Work order:
Among the lines of the records below, count those with the word "Посадская". Reply with that number alone.

Data to use:
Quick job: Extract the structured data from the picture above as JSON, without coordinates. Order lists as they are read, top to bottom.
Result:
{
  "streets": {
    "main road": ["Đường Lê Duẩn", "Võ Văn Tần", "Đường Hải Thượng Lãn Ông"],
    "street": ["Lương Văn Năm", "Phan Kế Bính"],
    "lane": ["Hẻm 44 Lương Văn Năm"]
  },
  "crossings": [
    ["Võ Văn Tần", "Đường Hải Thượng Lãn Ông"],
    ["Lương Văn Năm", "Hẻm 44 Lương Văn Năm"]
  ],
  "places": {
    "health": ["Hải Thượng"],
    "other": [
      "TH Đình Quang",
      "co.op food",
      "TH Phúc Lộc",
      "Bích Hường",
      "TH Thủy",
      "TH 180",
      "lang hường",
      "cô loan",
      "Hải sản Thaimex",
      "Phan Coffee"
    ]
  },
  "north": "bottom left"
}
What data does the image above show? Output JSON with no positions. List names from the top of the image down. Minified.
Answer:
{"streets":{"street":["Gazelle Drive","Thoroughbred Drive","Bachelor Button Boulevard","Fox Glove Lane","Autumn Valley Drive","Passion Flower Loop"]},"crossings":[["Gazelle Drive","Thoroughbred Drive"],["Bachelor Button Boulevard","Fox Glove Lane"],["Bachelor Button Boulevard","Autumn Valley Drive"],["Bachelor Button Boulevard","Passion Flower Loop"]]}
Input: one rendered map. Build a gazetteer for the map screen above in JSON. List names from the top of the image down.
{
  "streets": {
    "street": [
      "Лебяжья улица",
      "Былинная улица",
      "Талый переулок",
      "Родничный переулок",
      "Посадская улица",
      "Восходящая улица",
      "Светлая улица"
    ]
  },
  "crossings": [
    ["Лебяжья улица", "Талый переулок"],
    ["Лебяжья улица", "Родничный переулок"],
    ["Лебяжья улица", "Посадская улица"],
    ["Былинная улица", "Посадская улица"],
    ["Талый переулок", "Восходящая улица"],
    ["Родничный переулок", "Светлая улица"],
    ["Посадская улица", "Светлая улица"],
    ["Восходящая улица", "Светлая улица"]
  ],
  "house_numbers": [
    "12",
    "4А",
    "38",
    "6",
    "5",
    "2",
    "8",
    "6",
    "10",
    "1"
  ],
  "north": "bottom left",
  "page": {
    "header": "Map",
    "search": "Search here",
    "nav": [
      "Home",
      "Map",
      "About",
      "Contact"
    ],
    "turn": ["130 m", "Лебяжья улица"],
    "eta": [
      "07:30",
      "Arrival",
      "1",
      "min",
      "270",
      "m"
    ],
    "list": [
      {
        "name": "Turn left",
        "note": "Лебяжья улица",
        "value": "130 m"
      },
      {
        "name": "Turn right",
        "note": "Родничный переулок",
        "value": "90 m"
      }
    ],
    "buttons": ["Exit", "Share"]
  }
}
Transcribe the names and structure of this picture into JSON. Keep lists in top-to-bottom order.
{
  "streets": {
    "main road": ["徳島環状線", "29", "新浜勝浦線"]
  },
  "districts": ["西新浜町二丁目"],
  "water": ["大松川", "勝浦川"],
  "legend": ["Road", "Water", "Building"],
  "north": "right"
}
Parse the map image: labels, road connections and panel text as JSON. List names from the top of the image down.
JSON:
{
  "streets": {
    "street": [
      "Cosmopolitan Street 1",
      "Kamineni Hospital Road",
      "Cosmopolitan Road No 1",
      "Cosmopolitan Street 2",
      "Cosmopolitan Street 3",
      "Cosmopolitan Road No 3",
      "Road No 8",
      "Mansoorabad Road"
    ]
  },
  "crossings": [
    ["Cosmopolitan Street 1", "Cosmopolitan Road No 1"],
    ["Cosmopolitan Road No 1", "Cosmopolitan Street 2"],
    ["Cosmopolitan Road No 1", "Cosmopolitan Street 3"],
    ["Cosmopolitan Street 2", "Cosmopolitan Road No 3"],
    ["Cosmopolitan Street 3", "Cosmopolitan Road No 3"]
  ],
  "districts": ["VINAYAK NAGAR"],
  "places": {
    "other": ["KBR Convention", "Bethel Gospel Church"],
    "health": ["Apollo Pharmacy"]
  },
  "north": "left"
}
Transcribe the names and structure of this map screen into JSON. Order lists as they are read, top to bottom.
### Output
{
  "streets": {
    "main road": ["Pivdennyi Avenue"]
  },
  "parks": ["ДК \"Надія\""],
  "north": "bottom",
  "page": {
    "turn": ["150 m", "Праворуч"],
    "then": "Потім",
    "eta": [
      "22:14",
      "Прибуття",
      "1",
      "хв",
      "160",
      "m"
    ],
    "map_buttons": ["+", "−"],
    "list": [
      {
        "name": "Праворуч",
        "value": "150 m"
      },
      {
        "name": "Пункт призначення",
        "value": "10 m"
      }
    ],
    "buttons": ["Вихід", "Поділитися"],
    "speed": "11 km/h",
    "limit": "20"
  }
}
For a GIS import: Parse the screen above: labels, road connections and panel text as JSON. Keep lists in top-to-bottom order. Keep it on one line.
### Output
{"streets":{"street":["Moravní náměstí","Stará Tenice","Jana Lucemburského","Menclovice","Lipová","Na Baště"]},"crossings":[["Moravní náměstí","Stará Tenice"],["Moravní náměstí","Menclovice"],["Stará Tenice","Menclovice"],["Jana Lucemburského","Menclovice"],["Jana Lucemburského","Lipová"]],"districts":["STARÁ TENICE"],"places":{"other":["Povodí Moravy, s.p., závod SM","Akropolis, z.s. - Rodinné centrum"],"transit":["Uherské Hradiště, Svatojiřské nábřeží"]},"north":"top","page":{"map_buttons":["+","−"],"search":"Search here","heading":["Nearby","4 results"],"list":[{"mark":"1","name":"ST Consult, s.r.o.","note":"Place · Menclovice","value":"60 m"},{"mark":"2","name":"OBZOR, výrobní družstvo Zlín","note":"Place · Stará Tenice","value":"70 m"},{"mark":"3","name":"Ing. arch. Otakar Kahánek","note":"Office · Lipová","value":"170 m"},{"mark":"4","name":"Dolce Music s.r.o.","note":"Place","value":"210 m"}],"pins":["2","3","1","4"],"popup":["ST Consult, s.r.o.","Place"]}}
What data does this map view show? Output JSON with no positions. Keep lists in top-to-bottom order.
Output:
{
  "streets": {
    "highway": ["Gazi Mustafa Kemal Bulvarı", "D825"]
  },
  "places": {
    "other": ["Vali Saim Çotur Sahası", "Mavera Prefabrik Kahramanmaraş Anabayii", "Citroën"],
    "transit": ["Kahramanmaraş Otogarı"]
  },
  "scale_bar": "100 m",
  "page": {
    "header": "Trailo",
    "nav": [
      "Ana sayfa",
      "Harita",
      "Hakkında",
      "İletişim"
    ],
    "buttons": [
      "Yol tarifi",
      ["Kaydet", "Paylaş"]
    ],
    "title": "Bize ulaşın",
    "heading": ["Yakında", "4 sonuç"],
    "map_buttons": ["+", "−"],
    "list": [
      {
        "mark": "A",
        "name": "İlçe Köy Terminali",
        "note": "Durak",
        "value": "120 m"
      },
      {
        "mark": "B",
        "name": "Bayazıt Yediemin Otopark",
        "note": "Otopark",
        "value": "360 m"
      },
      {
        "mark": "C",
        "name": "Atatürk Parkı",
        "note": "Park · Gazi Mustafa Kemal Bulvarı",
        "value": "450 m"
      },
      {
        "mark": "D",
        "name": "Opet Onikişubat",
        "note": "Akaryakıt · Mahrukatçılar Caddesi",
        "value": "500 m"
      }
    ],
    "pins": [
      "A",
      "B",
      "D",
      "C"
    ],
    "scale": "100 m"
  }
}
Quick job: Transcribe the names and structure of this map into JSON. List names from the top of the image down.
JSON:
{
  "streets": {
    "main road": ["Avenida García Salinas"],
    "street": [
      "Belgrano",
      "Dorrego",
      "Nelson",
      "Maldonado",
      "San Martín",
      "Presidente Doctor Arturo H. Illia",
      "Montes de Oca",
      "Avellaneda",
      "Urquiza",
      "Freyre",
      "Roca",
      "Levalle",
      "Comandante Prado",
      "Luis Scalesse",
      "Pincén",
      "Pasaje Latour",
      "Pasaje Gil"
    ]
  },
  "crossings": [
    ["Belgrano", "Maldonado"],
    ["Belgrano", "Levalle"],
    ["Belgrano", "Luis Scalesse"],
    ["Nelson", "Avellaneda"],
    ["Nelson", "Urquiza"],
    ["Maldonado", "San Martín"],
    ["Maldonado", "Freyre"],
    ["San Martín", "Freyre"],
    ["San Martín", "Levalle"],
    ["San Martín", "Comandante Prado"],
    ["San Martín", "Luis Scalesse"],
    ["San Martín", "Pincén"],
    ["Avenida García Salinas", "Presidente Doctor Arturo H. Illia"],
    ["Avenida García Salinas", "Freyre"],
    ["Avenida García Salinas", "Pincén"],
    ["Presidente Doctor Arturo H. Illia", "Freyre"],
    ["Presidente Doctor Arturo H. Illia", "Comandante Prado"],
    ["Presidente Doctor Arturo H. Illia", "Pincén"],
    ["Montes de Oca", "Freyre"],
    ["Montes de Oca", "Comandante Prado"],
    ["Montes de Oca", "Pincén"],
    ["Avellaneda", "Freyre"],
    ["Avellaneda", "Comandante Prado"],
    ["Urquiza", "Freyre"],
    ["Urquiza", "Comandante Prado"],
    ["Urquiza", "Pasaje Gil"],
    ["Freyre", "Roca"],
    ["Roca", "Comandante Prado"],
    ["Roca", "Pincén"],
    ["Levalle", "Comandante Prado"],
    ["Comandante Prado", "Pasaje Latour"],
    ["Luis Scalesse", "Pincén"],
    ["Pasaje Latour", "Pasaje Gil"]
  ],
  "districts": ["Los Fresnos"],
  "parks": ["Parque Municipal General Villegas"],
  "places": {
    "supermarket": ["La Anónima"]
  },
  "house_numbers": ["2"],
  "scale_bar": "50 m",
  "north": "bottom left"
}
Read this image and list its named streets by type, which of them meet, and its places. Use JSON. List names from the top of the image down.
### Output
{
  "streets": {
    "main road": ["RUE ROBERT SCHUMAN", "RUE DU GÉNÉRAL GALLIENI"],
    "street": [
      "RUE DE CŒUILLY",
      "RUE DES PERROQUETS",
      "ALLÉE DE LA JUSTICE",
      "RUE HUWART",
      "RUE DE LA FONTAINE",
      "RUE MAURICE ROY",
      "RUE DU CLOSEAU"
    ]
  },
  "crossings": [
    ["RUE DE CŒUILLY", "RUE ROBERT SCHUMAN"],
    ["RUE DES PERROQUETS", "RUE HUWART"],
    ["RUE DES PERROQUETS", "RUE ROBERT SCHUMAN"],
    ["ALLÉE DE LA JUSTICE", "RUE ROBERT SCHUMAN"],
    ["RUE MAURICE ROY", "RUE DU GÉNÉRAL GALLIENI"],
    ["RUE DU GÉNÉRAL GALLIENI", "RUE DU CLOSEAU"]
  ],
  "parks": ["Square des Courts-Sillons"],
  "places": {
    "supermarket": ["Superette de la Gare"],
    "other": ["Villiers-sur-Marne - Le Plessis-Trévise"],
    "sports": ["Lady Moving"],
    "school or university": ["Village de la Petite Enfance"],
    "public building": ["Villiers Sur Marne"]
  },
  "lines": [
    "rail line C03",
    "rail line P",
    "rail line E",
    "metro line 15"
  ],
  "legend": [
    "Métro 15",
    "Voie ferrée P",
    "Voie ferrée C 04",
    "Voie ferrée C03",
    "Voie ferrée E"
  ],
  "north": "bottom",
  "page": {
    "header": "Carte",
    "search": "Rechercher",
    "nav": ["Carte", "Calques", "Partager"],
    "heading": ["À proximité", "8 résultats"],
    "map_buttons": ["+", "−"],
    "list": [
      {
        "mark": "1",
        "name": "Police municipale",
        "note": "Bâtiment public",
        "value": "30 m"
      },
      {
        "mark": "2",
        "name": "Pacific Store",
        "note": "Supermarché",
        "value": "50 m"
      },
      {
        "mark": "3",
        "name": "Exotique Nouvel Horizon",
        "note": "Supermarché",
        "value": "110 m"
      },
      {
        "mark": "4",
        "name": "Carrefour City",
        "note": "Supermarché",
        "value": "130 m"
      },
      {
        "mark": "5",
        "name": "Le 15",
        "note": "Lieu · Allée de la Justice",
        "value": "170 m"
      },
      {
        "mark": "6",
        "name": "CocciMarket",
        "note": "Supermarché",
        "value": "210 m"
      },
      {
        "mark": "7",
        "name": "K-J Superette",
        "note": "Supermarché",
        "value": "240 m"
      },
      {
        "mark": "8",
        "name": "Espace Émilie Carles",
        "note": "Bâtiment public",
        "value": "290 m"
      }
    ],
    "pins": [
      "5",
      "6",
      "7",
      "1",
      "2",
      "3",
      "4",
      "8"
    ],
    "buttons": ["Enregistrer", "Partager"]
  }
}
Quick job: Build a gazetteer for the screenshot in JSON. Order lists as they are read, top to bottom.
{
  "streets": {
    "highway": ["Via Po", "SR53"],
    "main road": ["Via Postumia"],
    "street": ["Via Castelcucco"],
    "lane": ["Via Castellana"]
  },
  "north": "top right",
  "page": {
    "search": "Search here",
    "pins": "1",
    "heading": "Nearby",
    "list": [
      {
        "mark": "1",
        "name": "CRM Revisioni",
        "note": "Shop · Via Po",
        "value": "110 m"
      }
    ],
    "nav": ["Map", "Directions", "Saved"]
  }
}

Problem solution:
4